With the free tier of AnonAddy, you create a username and are given the subdomain your_username.anonaddy.com. You can make up any alias you please and give it out where appropriate. When AnonAddy receives an email with an address which ends in “@your_username.anonaddy.com”, a new alias will be created, and the email will be forwarded to your regular email account.
Clicking reply will not reply directly to the sender, but to AnonAddy through your email alias. AnonAddy will then forward your reply to the original sender—making it appear as if the email came direct from your alias!

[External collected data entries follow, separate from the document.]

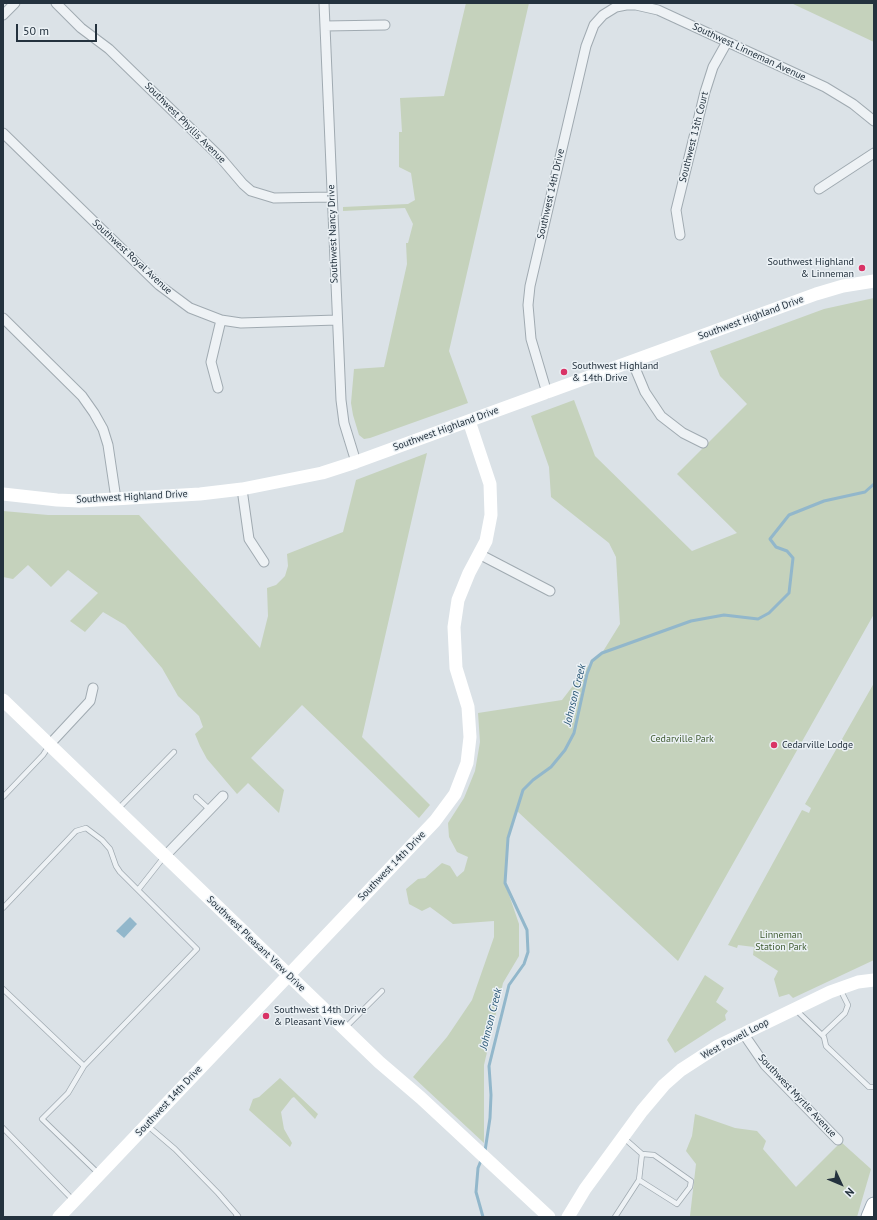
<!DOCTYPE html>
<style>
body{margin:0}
#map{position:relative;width:877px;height:1220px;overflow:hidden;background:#dbe2e7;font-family:"PT Sans",sans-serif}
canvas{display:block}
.frame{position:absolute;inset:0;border:4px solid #24323e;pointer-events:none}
.north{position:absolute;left:821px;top:1164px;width:40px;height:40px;-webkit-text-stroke:3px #ebf1f5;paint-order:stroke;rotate:134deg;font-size:11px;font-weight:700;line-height:16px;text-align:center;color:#24323e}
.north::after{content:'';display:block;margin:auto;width:14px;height:18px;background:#24323e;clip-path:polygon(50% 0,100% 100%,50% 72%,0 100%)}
.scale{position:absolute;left:16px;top:24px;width:81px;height:18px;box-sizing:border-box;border:2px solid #24323e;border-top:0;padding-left:5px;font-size:12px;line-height:14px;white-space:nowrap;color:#24323e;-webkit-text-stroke:3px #ebf1f5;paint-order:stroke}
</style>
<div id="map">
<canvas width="877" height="1220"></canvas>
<div class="frame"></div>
<div class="north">N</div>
<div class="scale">50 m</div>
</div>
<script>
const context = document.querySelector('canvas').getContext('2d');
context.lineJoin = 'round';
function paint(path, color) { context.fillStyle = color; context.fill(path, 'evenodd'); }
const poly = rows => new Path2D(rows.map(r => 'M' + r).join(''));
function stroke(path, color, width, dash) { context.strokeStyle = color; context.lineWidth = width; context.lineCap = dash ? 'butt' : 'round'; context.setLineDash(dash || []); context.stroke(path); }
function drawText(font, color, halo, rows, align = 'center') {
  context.font = font + ' "PT Sans",sans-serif'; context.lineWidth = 3; context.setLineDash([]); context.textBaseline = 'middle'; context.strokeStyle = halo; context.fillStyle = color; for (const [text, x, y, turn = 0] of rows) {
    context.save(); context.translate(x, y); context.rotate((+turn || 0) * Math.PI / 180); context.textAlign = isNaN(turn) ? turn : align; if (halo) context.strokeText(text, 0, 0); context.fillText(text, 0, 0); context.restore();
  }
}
const green = poly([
 [466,3,529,3,449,351,468,403,370,438,364,439,359,435,353,415,351,403,354,369,384,367,407,264,406,243,408,243,413,224,405,208,343,211,343,207,408,204,415,200,411,173,399,167,399,132,402,132,400,98,444,96],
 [791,3,874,3,874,42,823,18],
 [874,298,874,614,678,961,517,811,508,838,505,883,519,924,519,956,503,983,484,1065,484,1143,413,1077,447,1037,472,1000,494,937,494,921,453,924,430,907,422,911,409,904,406,889,418,879,425,878,442,863,450,866,457,877,464,871,468,857,457,852,449,837,448,823,464,798,475,771,480,742,478,713,562,700,592,661,602,653,620,624,616,557,609,543,551,497,549,467,531,416,574,400,595,456,692,551,737,533,677,474,747,404,720,376,710,351,824,309],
 [427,453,362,737,430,805,419,818,302,705,251,758,284,790,279,813,248,783,237,794,207,759,200,746,195,734,203,727,199,716,178,696,162,668,125,625,103,612,85,632,70,621,98,593,68,570,51,587,28,565,13,579,3,577,3,511,48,515,139,515,260,648,268,616,267,588,276,585,285,576,288,566,287,554,343,532,356,480],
 [874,683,874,960,793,998,789,994,779,997,774,979,778,971,753,955,754,947,738,945,737,948,728,945,802,810,809,813,811,808,805,804],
 [705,975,724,988,716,1002,728,1011,725,1015,726,1020,675,1053,667,1040],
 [280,1078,318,1114,315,1119,294,1097,292,1098,281,1112,284,1129,292,1143,290,1147,249,1110,253,1099,259,1097],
 [695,1114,735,1128,757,1131,766,1141,763,1149,796,1187,841,1142,871,1169,857,1217,689,1217,690,1216,696,1164,686,1151,692,1136]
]);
const water = poly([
 [130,917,137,924,124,938,116,931]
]);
const stream = poly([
 [485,1151,490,1118,491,1095,489,1066,509,985,524,964,528,952,527,930,505,883,508,838,523,790,533,780,551,767,565,750,574,733,587,674,592,661,602,653,691,621,724,615,758,619,769,613,789,593,793,558,787,551,776,547,770,539,789,515,824,501,865,492,874,484],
 [482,1158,478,1168,476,1192,483,1217]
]);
const lane = poly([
 [3,797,43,755,49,746],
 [196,797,210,810],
 [118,809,174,752],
 [138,890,164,857],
 [3,908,76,831,86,828,102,840,110,849,116,866,120,872,197,949,84,1066,3,989],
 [796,1010,824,1037,826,1046,869,1087,874,1087],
 [345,1028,382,991],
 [822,1035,845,1013,848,1005,840,989],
 [84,1066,68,1093,42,1119,99,1174],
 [148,1126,175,1149,218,1193,238,1216,236,1217],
 [3,1128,73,1200],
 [625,1139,642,1154,654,1155,691,1181,690,1187,677,1204,639,1180],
 [615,1217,639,1180,642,1154]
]);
const street = poly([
 [56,3,81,28,109,49,220,157,243,184,251,191,274,198,332,197],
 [324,3,341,400,344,423,356,462],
 [3,15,15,3],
 [325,26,385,25],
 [3,133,159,285,190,308,221,320,241,323,337,320],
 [819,189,874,153],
 [680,235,676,210,705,92,713,67,727,42],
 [3,318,82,396,94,413,103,429,108,445,116,499],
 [632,361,645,392,661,416,683,433,703,443],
 [218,388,211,362,221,320],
 [547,393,531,339,528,305,530,286,586,46,594,25,603,15,616,7,626,5,636,5,658,10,825,87,853,104,874,121],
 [242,489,249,539,264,562],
 [479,554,550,591],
 [50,744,90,701,93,688],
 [165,856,223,796],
 [743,1033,765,1065,838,1140]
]);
const secondary = poly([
 [3,494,57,500,80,501,200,494,242,489,322,473,356,462,816,294,843,286,874,281],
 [3,700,379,1062,421,1098,549,1217],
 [59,1217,435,821,455,794,467,763,470,737,468,707,456,668,454,627,458,600,469,573,486,541,491,515,490,484,469,421],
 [568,1217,585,1189,642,1111,664,1085,681,1070,718,1046,830,992,858,982,874,980]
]);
const primary = poly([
 [869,1217,874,1205]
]);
const markers = [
 [862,268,4,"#d93366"],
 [564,372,4,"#d93366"],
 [774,745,4,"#d93366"],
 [266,1016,4,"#d93366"]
];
const streetNames = [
 ["Southwest Linneman Avenue",749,52,25],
 ["Southwest Phyllis Avenue",185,123,45],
 ["Southwest 13th Court",694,137,-76],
 ["Southwest 14th Drive",551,194,-77],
 ["Southwest Nancy Drive",333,234,-92],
 ["Southwest Royal Avenue",132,257,43],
 ["Southwest Highland Drive",751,318,-20],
 ["Southwest Highland Drive",446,429,-20],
 ["Southwest Highland Drive",132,497,-3],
 ["Southwest 14th Drive",392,866,-46],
 ["Southwest Pleasant View Drive",256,944,44],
 ["West Powell Loop",735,1039,-28],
 ["Southwest Myrtle Avenue",797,1096,47],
 ["Southwest 14th Drive",169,1101,-47]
];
const poiNames = [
 ["Southwest Highland",854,262,"right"],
 ["& Linneman",854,274,"right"],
 ["Southwest Highland",572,366],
 ["& 14th Drive",572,378],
 ["Cedarville Lodge",782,745],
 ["Southwest 14th Drive",274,1010],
 ["& Pleasant View",274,1022]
];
const parkNames = [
 ["Cedarville Park",682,739],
 ["Linneman",781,935],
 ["Station Park",781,947]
];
const waterNames = [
 ["Johnson Creek",575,695,-76],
 ["Johnson Creek",491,1019,-76]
];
paint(green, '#c5d2bc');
paint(water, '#92b7cb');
stroke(stream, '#92b7cb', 3);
stroke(lane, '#a0aab1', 6);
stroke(street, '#a0aab1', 11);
stroke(primary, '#9aa8b4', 17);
stroke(lane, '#eef2f5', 4.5);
stroke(street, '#eef2f5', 9);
stroke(secondary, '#fff', 13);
stroke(primary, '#fff', 15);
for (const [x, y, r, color] of markers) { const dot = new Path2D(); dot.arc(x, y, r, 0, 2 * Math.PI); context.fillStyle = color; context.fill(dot); stroke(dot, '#ebf1f5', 1.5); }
drawText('10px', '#24323e', '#ebf1f5', streetNames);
drawText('10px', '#24323e', '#ebf1f5', poiNames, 'left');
drawText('10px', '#3f5b30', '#ebf1f5', parkNames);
drawText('italic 11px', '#2b5876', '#ebf1f5', waterNames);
</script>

From your AnonAddy dashboard, you will be able to see all of your email aliases, along with statistics on how many aliases are in use, how many emails have been forwarded, and how many replies you have sent.
While the free tier restricts you to a subdomain of either “anonaddy.com” or “anonaddy.me”, paid tiers allow you to use your own domain.
6. Host AnonAddy on Your Hardware Without Restrictions
AnonAddy is an excellent service, but you may not like the restrictions and be equally unwilling to pay for the complete product.
AnonAddy is free and open source software, meaning that the source code is freely available: you are free to modify it, free to use it, and free to redistribute it.
All of this means that you can set up AnonAddy on a VPS or on your own hardware at home. You’ll be able to use whatever domains you choose, and alter AnonAddy so it suits your needs. This isn’t a project for beginners, and you will need some essential Linux basics in order to successfully complete the deployment.
Create Aliases to Disguise or Hide Your Email Address
We’ve shown you six ways to disguise or obscure your email address to keep it safe from leaks, scammers, and spammers. Each of these methods has its own advantages and disadvantages, and are of varying difficulty. Make sure that you choose the right method to suit your needs.